Un disco que ha venido a señalar el renacimiento creativo de la mítica banda (mucho más que el anterior My father will guide me up a rope to the sky, estupendo pero algo errático) y a la vez supone la culminación hasta la fecha de la exploración conceptual-visceral de Michael Gira. Hablamos de un músico que desde la vertiente más esquinada e inclasificable del post-punk, con un fuerte anclaje en el arte de los años 70, se ha afanado durante más de tres décadas en acercar y la vez difuminar los extremos del abismo incierto que separa la belleza y la violencia; una indagación que apela a los instintos perversos y oscuros y que -aunque ha encontrado estaciones intermedias en (relativa) calma como Angels of Light, el proyecto con el que ha peinado el imaginario folk añadiéndole gotas de veneno y un velo de extrañeza- parte siempre de una concepción de la vanguardia como método para liberar esa clase de aullido primordial que la rutina y la educación sofocan.

Catarsis, pues. Pero sin concesiones. Ni una, y la noche del domingo quedó más que claro. Swans vive ahora un curioso fenómeno de enaltecimiento crítico, uno de esos dichosos hypes, lo cual no es malo, porque sobran los argumentos para defender la grandeza y la insólita ambición de The Seer, pero puede también inducir a algún malentendido, porque no es un disco fácil, de hecho su escucha resulta en principio justo lo contrario e incluso intimida y llega a parecer impenetrable, exige cierto esfuerzo, una actitud dispuesta a soportar la brutalidad de su sonido que por momentos perturba y amenaza, en efecto, con expulsar al oyente. Pero cuando se vence la (natural) resistencia a tal crudeza, a tamaña oscuridad, a la obsesión enfebrecida con la que sus intérpretes, más que tocar, parecen inmolarse, como dio a veces la impresión este domingo en Sevilla, entonces la música entrega su recompensa: ahí ocurre la hipnosis, el trance, algo de repente muy parecido, en medio del caos de disonancias apocalípticas, de las texturas abrasivas y del ruido salvaje, a una epifanía de pureza, paz y liberación.

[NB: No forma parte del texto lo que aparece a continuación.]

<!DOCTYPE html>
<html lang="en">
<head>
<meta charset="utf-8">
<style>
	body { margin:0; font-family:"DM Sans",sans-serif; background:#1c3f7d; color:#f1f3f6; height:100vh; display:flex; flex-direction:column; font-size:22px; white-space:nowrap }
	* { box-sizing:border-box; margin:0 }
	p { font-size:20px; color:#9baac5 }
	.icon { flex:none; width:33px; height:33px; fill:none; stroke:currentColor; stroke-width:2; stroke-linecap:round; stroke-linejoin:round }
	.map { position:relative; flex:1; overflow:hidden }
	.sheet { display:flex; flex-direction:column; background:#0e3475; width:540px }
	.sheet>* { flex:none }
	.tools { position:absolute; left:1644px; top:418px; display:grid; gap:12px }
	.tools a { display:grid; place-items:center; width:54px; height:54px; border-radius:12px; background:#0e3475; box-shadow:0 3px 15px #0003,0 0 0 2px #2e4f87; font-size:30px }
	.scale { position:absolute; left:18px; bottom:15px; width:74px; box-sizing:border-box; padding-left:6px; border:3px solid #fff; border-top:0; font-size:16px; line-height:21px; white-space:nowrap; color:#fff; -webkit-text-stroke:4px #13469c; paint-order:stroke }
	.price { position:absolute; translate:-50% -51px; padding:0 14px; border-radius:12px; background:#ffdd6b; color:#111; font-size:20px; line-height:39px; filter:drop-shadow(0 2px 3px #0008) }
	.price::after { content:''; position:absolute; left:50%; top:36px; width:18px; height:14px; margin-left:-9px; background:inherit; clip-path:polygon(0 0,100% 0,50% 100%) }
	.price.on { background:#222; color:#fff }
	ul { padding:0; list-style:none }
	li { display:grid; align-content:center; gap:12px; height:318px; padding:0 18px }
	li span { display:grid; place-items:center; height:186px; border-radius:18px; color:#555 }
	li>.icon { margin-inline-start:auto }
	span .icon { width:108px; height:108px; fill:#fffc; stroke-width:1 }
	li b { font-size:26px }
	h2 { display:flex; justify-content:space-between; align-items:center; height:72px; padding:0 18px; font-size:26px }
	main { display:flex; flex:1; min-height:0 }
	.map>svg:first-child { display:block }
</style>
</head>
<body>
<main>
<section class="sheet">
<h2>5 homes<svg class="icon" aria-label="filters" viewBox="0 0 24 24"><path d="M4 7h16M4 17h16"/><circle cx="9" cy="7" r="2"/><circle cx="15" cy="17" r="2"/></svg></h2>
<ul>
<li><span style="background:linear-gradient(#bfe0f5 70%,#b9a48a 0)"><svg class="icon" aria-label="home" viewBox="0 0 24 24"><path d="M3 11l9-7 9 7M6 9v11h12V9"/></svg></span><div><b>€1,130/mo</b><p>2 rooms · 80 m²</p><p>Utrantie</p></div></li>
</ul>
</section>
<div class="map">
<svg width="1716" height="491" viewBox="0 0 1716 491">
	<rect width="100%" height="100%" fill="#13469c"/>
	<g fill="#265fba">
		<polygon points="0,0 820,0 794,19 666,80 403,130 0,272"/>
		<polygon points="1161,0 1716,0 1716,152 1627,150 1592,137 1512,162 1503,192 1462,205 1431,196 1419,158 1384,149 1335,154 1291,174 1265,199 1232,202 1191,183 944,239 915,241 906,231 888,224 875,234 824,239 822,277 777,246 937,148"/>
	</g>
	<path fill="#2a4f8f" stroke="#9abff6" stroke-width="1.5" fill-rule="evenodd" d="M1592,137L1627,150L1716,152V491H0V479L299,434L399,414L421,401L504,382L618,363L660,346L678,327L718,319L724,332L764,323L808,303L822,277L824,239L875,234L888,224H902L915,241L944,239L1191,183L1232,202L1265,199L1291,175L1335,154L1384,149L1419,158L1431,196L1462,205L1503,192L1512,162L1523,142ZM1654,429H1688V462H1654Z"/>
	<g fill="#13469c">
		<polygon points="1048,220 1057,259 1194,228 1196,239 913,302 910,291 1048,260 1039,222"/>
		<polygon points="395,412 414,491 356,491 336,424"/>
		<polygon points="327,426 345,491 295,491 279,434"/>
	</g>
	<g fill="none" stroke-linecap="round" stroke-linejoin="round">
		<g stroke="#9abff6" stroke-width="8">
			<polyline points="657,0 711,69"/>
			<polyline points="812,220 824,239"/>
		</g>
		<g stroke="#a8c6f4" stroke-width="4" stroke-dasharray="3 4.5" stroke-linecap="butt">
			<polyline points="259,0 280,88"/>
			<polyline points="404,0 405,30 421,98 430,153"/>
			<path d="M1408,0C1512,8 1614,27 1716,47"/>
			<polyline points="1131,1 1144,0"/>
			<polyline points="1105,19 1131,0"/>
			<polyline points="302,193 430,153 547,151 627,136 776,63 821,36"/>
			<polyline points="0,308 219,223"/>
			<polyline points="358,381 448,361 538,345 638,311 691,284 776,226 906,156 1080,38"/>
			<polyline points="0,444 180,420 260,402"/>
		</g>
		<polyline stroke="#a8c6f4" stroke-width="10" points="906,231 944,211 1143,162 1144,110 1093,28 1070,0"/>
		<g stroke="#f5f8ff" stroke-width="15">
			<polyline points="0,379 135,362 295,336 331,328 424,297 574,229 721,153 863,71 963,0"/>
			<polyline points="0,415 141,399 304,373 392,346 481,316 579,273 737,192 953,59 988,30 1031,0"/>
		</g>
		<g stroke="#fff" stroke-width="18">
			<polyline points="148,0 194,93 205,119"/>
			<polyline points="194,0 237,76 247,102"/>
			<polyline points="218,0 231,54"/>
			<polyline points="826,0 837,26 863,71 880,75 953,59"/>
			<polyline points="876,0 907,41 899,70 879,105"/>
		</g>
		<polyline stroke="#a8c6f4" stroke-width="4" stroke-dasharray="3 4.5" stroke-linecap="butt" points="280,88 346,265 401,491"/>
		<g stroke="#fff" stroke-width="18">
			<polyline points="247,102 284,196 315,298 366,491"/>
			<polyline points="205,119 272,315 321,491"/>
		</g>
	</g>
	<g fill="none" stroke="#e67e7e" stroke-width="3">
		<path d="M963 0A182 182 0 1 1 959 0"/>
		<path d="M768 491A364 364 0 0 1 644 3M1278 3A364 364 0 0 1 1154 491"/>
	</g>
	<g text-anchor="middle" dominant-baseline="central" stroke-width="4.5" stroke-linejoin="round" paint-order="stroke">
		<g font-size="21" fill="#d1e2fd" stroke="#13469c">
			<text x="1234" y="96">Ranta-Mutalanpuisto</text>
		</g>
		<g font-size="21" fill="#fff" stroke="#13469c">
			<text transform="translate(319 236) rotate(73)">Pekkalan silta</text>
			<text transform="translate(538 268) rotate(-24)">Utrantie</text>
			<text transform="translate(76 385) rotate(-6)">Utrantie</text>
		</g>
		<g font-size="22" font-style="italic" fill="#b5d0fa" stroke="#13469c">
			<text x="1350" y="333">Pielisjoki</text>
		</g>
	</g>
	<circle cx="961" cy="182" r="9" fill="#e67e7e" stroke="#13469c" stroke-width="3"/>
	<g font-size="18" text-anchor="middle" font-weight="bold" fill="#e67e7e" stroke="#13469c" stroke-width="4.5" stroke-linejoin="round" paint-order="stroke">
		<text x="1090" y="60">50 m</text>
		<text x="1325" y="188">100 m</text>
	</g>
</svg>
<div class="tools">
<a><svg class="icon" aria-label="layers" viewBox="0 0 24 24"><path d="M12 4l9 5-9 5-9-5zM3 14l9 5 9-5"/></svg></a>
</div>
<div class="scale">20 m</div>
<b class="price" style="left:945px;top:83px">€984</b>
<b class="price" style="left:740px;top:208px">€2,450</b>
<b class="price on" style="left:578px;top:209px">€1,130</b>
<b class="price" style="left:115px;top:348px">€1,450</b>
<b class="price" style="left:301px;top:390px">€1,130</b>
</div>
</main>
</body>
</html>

Todo esto puede parece un mero ejercicio de estilo a mayor gloria del genio semisecreto. No es la idea. Pero es difícil, en realidad imposible, contar la experiencia, se diría que hasta la aventura del alma, que significa presenciar un concierto de Swans, porque de lo que se trata, en todos los conciertos pero en éste de manera aún más apabullante, es de sentir la música, de relajar los hombros, fijar la mirada en un punto cualquiera y entregarse a una densidad sonora, física, que conmueve y -literalmente- sacude.

Tras el hermoso prólogo de Sir Richard Bishop, y con Gira ejerciendo plenos poderes como conductor de la ceremonia del éxtasis (imposible obviar la fiebre espiritual, puramente trascendental de sus composiciones), imponiendo a sus cómplices un poco más de vértigo aquí, un ritmo sostenido allí, un subidón de decibelios allá y después -pongamos- un moroso interludio de calma siempre tensa para recobrar el resuello, el concierto privilegió la cara más demoledora y agresiva de su música, ésa que va generando drones (notas repetidas en bucle) que forman bloques de sonido compactos en la onda más o menos cacofónica de compositores como Glenn Branca -especialmente de obras de éste como Hallucination City, su sinfonía para cien guitarras eléctricas-, bloques con cuyos volúmenes juega el oficiante de esta apoteosis de lo que a veces pareció, y quizás sea, un desfigurado, hiperbólico y tan sofisticado como elemental blues del siglo XXII para el final de los tiempos.